> Try it:
Find the lines in the records that carry the word "Elevation". Copy each one.

Source records

---*---

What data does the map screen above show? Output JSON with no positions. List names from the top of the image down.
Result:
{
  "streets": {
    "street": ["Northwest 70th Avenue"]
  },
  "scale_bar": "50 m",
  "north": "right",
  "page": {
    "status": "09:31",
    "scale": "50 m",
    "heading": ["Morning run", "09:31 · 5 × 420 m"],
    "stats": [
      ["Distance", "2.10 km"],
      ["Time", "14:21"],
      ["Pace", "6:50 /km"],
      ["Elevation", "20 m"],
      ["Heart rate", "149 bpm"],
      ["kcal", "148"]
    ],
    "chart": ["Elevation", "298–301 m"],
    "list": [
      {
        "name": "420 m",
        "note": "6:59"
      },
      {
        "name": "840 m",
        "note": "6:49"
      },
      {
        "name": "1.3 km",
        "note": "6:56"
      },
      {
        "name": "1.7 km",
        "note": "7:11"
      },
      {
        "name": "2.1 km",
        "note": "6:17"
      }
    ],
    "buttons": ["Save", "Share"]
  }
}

---*---

> Written reply:
      ["Elevation", "20 m"],
    "chart": ["Elevation", "298–301 m"],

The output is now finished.